Finding Largest Common Substructures of Molecules in Quadratic Time

TL;DR

This paper introduces a quadratic-time algorithm for finding the largest common substructure in molecules, modeled as outerplanar graphs, while preserving ring structures, and demonstrates its efficiency on real-world data.

Contribution

The paper presents a novel quadratic-time algorithm for maximum common subgraph detection in outerplanar graphs with ring-preserving constraints, improving efficiency over existing methods.

Findings

Algorithm runs in O(Δ n^2) time for outerplanar graphs.

Outperforms state-of-the-art algorithms on synthetic and real datasets.

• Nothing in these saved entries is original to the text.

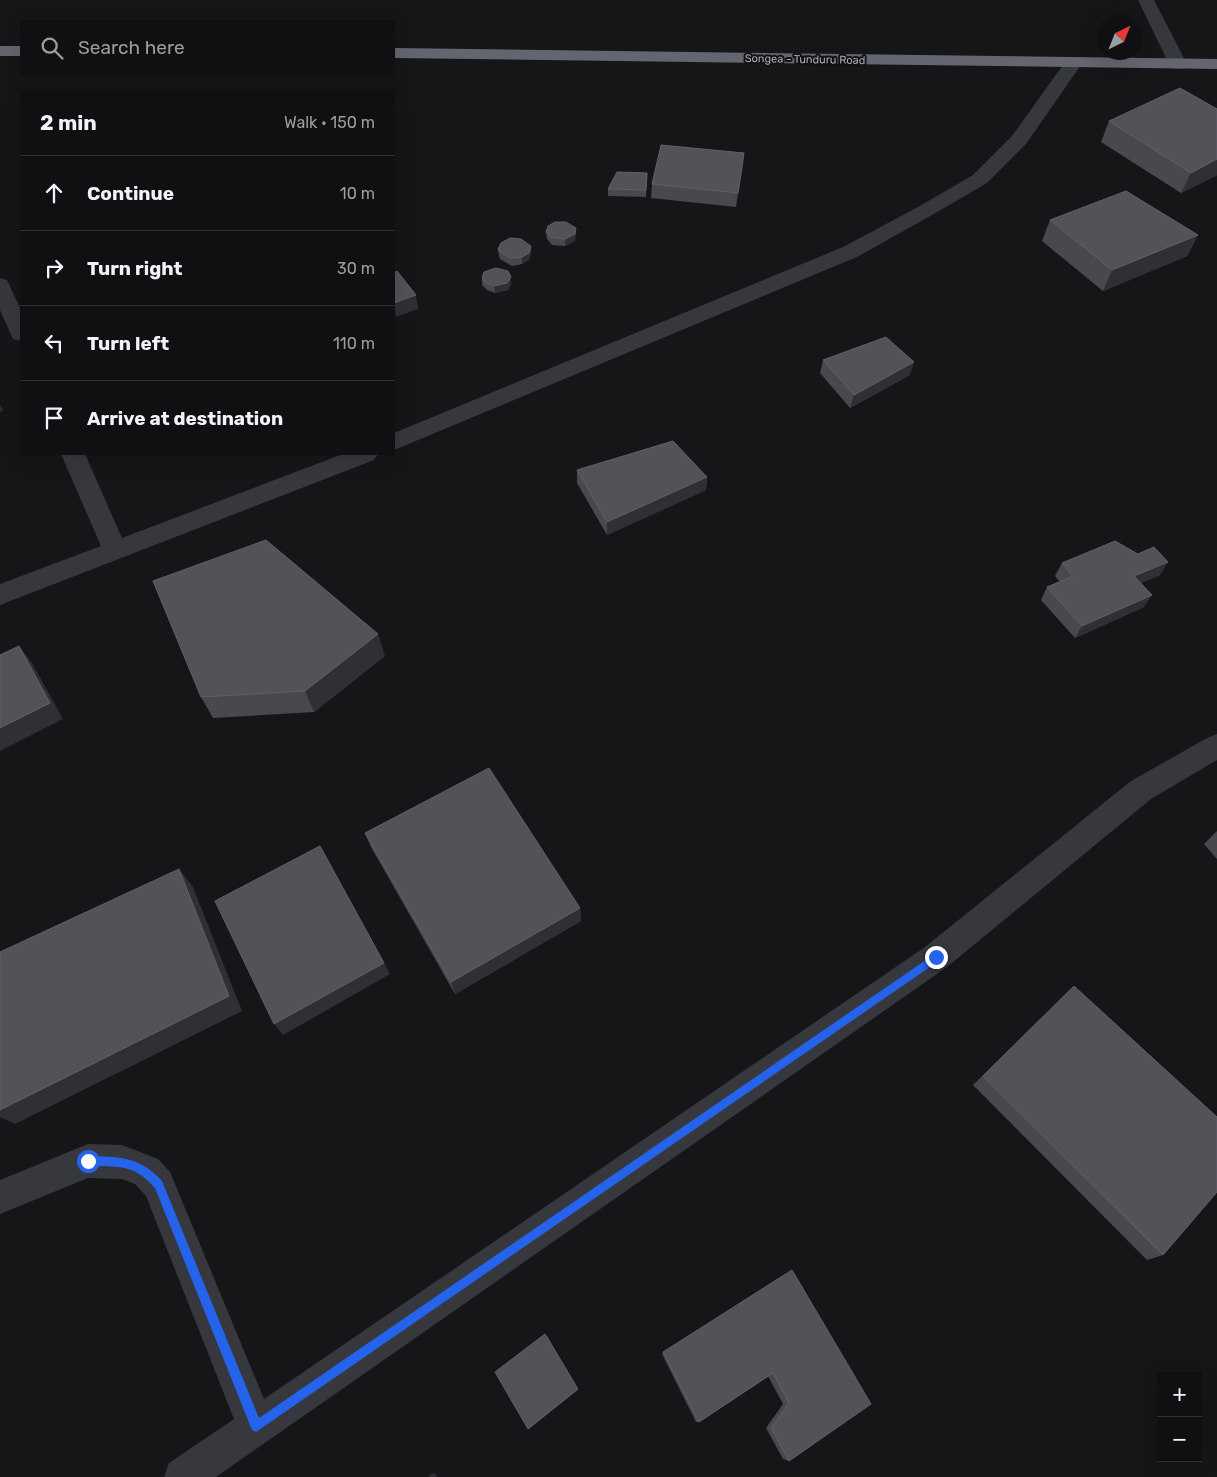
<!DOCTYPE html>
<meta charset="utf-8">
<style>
:root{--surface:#101012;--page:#19191b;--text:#f1f3f6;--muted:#9c9d9f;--line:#303032}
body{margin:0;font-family:Rubik,sans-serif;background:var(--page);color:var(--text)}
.controls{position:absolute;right:15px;bottom:15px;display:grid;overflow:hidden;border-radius:0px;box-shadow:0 5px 20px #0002}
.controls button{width:45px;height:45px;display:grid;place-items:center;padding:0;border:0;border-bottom:1px solid var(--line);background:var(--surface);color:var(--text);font:25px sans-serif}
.compass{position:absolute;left:1097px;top:15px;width:45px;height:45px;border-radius:50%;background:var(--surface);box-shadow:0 5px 20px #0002;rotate:43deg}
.stop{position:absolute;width:15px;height:15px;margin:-11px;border:4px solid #2563eb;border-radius:50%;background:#fff}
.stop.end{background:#2563eb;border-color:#fff;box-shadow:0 1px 5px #0008}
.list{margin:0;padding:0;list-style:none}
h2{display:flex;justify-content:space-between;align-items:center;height:65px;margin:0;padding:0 20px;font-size:21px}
h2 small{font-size:16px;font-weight:400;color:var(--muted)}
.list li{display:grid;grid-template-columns:32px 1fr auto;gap:15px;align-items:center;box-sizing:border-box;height:75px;padding:0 20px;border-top:1px solid var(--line)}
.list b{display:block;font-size:19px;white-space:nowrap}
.list em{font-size:16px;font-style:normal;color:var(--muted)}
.icon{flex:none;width:28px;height:28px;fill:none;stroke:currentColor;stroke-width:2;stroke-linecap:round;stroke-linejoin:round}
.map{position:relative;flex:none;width:1217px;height:1477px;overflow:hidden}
.search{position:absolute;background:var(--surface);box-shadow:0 5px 20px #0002;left:20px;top:20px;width:375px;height:55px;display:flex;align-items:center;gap:12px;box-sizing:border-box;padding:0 18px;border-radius:0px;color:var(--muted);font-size:19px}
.panel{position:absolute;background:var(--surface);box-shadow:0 5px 20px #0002;left:20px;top:90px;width:375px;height:365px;border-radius:0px}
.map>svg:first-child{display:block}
</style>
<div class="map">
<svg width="1217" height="1477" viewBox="0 0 1217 1477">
<rect width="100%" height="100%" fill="#161618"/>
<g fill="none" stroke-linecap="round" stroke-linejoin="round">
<g fill="#37383d" fill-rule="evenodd">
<polygon points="1138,0 1154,0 1187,64 1184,68 1178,69 1172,68 1169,64"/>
<polygon points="1074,57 1080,58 1083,62 1026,144 987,183 932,215 857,257 394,450 394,433 843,247 918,207 973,175 1012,136 1068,58"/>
<polygon points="0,278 7,280 21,310 21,341 13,339 0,310"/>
<polygon points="61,454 85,454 122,538 343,454 378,454 374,460 0,605 0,584 101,546"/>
<polygon points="1217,734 1217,760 1151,799 947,967 216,1477 164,1477 169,1463 234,1419 146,1196 135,1184 122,1179 88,1178 0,1214 0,1180 88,1144 122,1145 158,1159 170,1172 264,1399 925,947 1131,781 1207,738"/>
</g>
<g fill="#63666e" fill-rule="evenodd">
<rect x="0" y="46" width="21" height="10"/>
<polygon points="394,48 1217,59 1217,69 394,58"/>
</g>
</g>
<g fill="#47494d">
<polygon points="1109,121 1217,175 1181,193 1101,142"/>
<polygon points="744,153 736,207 651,198 652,184"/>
<polygon points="647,173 646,197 608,196 608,189"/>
<polygon points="1050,220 1198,235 1187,256 1103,291 1042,241"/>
<polygon points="576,228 575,241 565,246 552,245 547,239 546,232"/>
<polygon points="498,249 531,253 529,260 522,264 512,266 500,259 499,256"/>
<polygon points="482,278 511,284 508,290 495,293 487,290 482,285"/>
<polygon points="823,360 910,375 850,408 820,373"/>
<polygon points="577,470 707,477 706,490 607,535 577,483"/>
<polygon points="1062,563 1160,575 1141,583 1144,607 1075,638 1041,600 1047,587 1060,582 1055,576"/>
<polygon points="385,656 314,712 213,718 201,697"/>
<polygon points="1217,831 1217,859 1204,844"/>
<polygon points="365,833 580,908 581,921 455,994 371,847"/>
<polygon points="1074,986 1163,1255 1147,1260 973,1085"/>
<polygon points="792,1270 789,1461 783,1459 766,1428 783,1404 768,1376 699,1422 696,1422 662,1354"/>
</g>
<g fill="#2f3033">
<polygon points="744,153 743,167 736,207 738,193"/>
<polygon points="1217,159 1217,175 1181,193 1191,173"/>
<polygon points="576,228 575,241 565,246 565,239"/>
<polygon points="1198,235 1187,256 1103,291 1112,270"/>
<polygon points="531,246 531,253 529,260 522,264 522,257"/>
<polygon points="511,277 511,284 508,290 495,293 494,286"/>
<polygon points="416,295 418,309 396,317 394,303"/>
<polygon points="914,362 910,375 850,408 854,395"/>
<polygon points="0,405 3,410 0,412"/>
<polygon points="707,477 706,490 607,535 607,522"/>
<polygon points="1168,562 1160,575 1127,589 1134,576"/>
<polygon points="1152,595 1144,607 1075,638 1082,626"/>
<polygon points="378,634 385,656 314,712 305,691"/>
<polygon points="19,646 32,663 63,719 0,751 0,728"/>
<polygon points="179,869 193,887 242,1011 15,1124 0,1117 0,1110"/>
<polygon points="580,908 581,921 455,994 451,982"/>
<polygon points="384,963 390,974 283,1035 274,1024"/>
<polygon points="547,1335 578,1390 530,1428 528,1429"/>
<polygon points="435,1473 437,1477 430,1477 429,1475"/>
</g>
<g fill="#525359" stroke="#5f6168">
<polygon points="1180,88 1217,109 1217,159 1191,173 1109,121"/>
<polygon points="661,145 744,153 738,193 652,184"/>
<polygon points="617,172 647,173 646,190 608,189"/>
<polygon points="1126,191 1198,235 1112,270 1050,220"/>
<polygon points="555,222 566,222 576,228 575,234 565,239 551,237 546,232 548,226"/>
<polygon points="510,238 521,239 531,246 529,253 522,257 511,258 500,252 498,249 501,243"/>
<polygon points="496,268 508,271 511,277 507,283 494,286 486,283 482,278 484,272"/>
<polygon points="397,271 416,295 394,303 394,273"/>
<polygon points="886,337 914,362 854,395 823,360"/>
<polygon points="673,441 707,477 607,522 577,470"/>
<polygon points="266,540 378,634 305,691 201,697 153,581"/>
<polygon points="1115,541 1138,554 1154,547 1168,562 1134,576 1152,595 1082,626 1047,587 1073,576 1062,563"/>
<polygon points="19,646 50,703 0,728 0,655"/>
<polygon points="489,768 580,908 451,982 365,833"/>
<polygon points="320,846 384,963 274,1024 215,901"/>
<polygon points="179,869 229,996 0,1110 0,952"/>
<polygon points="1074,986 1217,1117 1217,1192 1163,1255 983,1076"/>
<polygon points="792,1270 871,1404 789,1461 771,1428 789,1403 773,1373 699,1422 663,1352"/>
<polygon points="545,1334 578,1389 528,1429 495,1372"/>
</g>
<path fill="#2563eb" d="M 936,953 L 941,957 L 940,960 L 256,1432 L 252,1430 L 155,1188 C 133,1163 118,1167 88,1166 L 83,1161 L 88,1156 C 120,1157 139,1156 162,1181 L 259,1418 Z"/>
<g text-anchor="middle" stroke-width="4" stroke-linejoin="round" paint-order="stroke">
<g font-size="11" fill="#a8adb8" stroke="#111113">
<text transform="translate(805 59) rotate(1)" y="4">Songea - Tunduru Road</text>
</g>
</g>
</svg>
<div class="controls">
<button>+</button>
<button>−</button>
</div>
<svg class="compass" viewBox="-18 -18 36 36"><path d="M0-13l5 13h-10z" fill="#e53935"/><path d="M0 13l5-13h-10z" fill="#9c9d9f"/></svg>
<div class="stop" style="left:88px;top:1161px"></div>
<div class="stop end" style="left:936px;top:957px"></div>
<div class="search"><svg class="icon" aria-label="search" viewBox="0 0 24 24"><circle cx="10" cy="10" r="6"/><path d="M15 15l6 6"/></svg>Search here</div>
<section class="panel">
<h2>2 min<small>Walk · 150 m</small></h2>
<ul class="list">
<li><svg class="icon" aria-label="ahead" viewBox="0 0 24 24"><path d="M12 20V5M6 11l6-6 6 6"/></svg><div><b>Continue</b></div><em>10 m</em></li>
<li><svg class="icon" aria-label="right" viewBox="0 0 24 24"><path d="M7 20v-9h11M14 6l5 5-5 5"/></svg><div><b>Turn right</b></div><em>30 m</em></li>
<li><svg class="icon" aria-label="left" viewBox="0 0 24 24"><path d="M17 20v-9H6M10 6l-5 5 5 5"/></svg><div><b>Turn left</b></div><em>110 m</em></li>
<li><svg class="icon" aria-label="arrive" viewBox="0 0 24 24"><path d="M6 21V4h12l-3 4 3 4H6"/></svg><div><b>Arrive at destination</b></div></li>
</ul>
</section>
</div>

Efficiently finds maximum common substructures while maintaining molecular ring integrity.

Abstract

Finding the common structural features of two molecules is a fundamental task in cheminformatics. Most drugs are small molecules, which can naturally be interpreted as graphs. Hence, the task is formalized as maximum common subgraph problem. Albeit the vast majority of molecules yields outerplanar graphs this problem remains NP-hard. We consider a variation of the problem of high practical relevance, where the rings of molecules must not be broken, i.e., the block and bridge structure of the input graphs must be retained by the common subgraph. We present an algorithm for finding a maximum common connected induced subgraph of two given outerplanar graphs subject to this constraint. Our approach runs in time $\mathcal{O}(\Delta n^2)$ in outerplanar graphs on $n$ vertices with maximum degree $\Delta$. This leads to a quadratic time complexity in molecular graphs, which have bounded degree. The experimental comparison on synthetic and real-world datasets shows that our approach is highly efficient in practice and outperforms comparable state-of-the-art algorithms.